_Work instructions_:
Omit the pictures found among the records and print everything else exactly as it stands.
--- Dataset records Enclosed Below ---
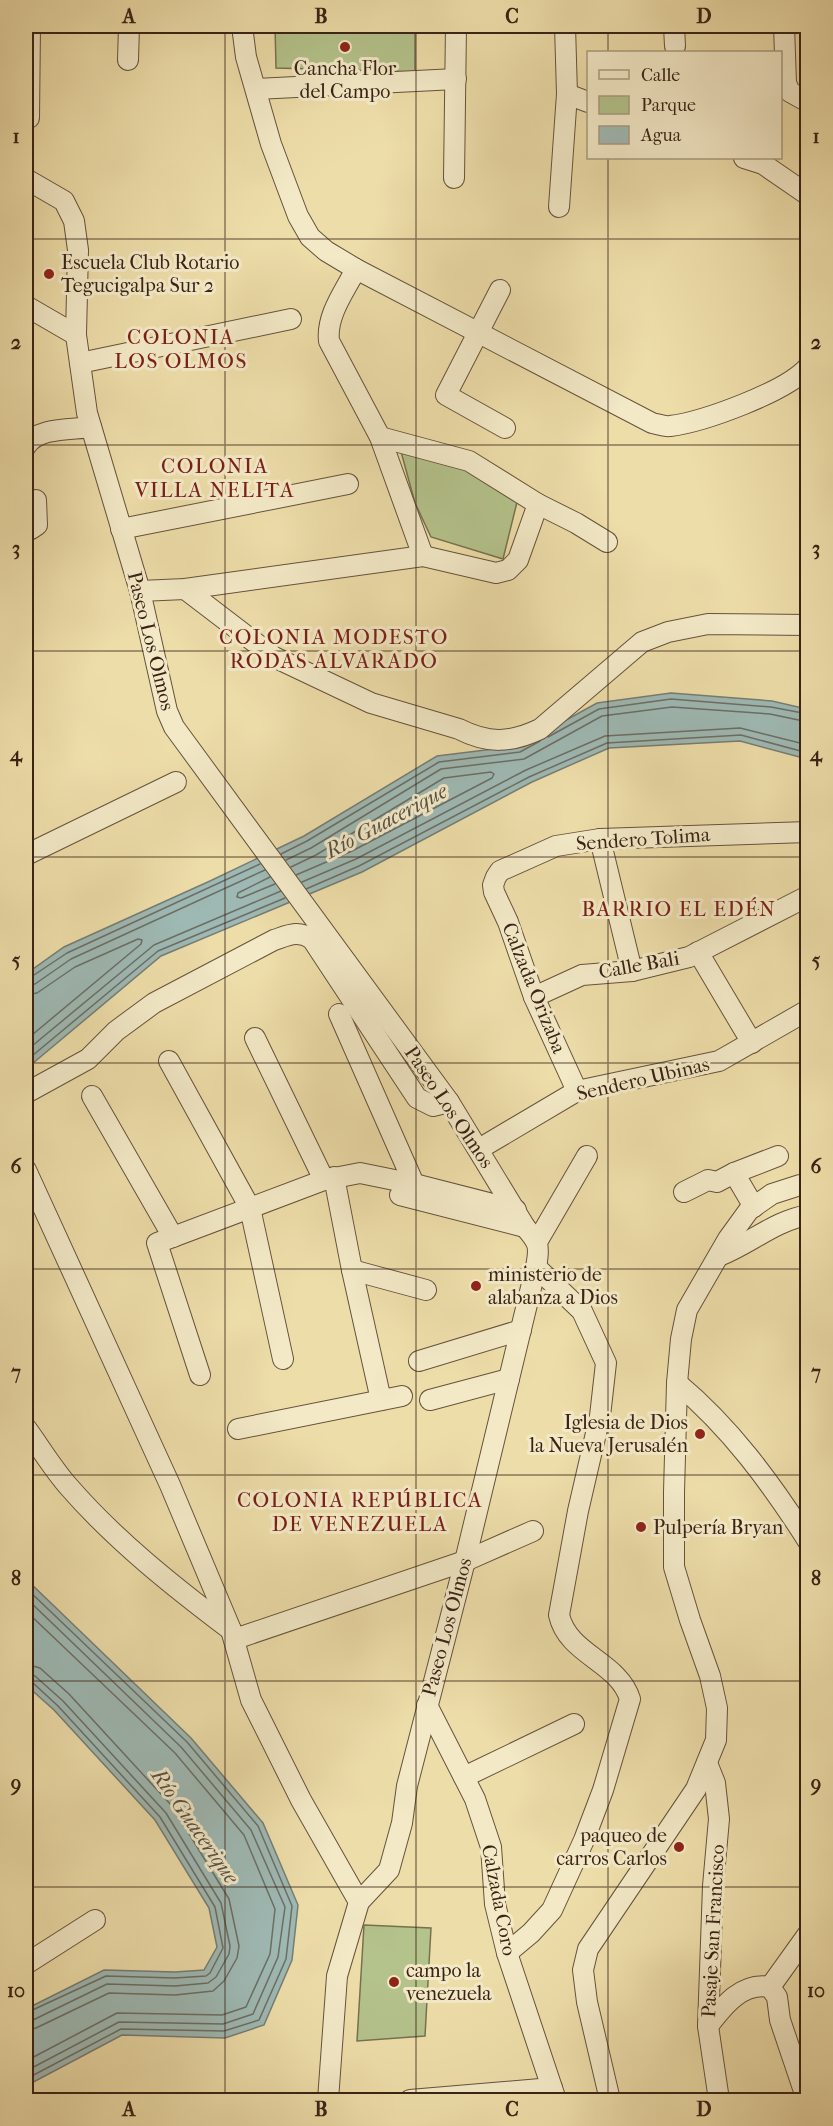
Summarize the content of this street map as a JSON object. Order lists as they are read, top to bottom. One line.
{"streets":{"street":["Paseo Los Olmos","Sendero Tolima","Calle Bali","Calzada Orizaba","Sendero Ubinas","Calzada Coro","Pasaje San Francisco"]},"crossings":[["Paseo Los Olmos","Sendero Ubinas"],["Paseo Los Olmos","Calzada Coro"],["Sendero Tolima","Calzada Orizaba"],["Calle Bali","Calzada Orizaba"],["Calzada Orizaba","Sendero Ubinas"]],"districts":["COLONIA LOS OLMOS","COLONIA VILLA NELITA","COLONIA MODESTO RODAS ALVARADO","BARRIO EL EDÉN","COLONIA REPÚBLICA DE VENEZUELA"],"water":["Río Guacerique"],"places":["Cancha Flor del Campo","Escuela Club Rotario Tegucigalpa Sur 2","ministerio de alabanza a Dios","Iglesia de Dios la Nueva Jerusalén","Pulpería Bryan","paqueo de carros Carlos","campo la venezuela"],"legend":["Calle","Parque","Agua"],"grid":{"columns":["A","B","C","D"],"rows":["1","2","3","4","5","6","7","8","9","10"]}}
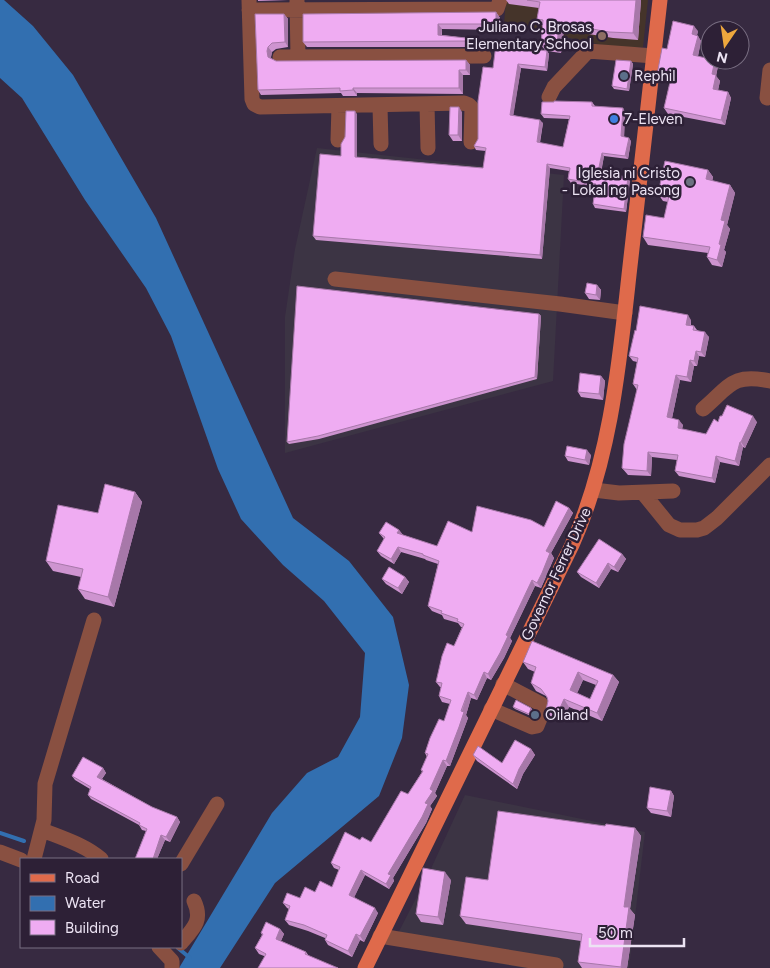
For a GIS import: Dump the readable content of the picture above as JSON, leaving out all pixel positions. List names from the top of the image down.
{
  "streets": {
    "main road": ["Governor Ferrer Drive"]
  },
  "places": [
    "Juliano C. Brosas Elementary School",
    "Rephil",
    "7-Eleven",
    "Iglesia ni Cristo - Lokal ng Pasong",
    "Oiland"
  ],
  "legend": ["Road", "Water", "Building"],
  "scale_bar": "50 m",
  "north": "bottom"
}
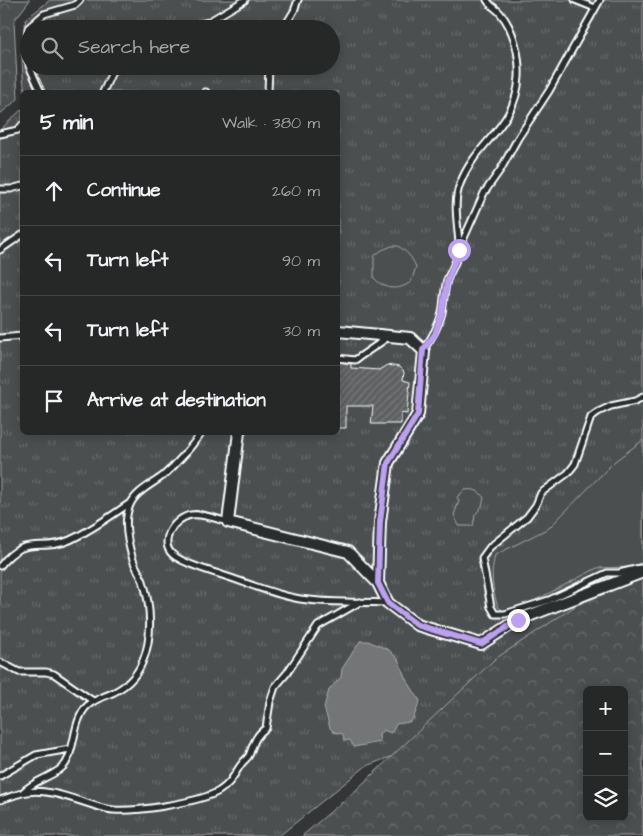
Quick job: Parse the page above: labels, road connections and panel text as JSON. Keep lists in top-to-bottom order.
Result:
--- End of Enclosed Dataset records ---
_Reply_:
Summarize the content of this street map as a JSON object. Order lists as they are read, top to bottom. One line.
{"streets":{"street":["Paseo Los Olmos","Sendero Tolima","Calle Bali","Calzada Orizaba","Sendero Ubinas","Calzada Coro","Pasaje San Francisco"]},"crossings":[["Paseo Los Olmos","Sendero Ubinas"],["Paseo Los Olmos","Calzada Coro"],["Sendero Tolima","Calzada Orizaba"],["Calle Bali","Calzada Orizaba"],["Calzada Orizaba","Sendero Ubinas"]],"districts":["COLONIA LOS OLMOS","COLONIA VILLA NELITA","COLONIA MODESTO RODAS ALVARADO","BARRIO EL EDÉN","COLONIA REPÚBLICA DE VENEZUELA"],"water":["Río Guacerique"],"places":["Cancha Flor del Campo","Escuela Club Rotario Tegucigalpa Sur 2","ministerio de alabanza a Dios","Iglesia de Dios la Nueva Jerusalén","Pulpería Bryan","paqueo de carros Carlos","campo la venezuela"],"legend":["Calle","Parque","Agua"],"grid":{"columns":["A","B","C","D"],"rows":["1","2","3","4","5","6","7","8","9","10"]}}
For a GIS import: Dump the readable content of the picture above as JSON, leaving out all pixel positions. List names from the top of the image down.
{
  "streets": {
    "main road": ["Governor Ferrer Drive"]
  },
  "places": [
    "Juliano C. Brosas Elementary School",
    "Rephil",
    "7-Eleven",
    "Iglesia ni Cristo - Lokal ng Pasong",
    "Oiland"
  ],
  "legend": ["Road", "Water", "Building"],
  "scale_bar": "50 m",
  "north": "bottom"
}
Quick job: Parse the page above: labels, road connections and panel text as JSON. Keep lists in top-to-bottom order.
Result:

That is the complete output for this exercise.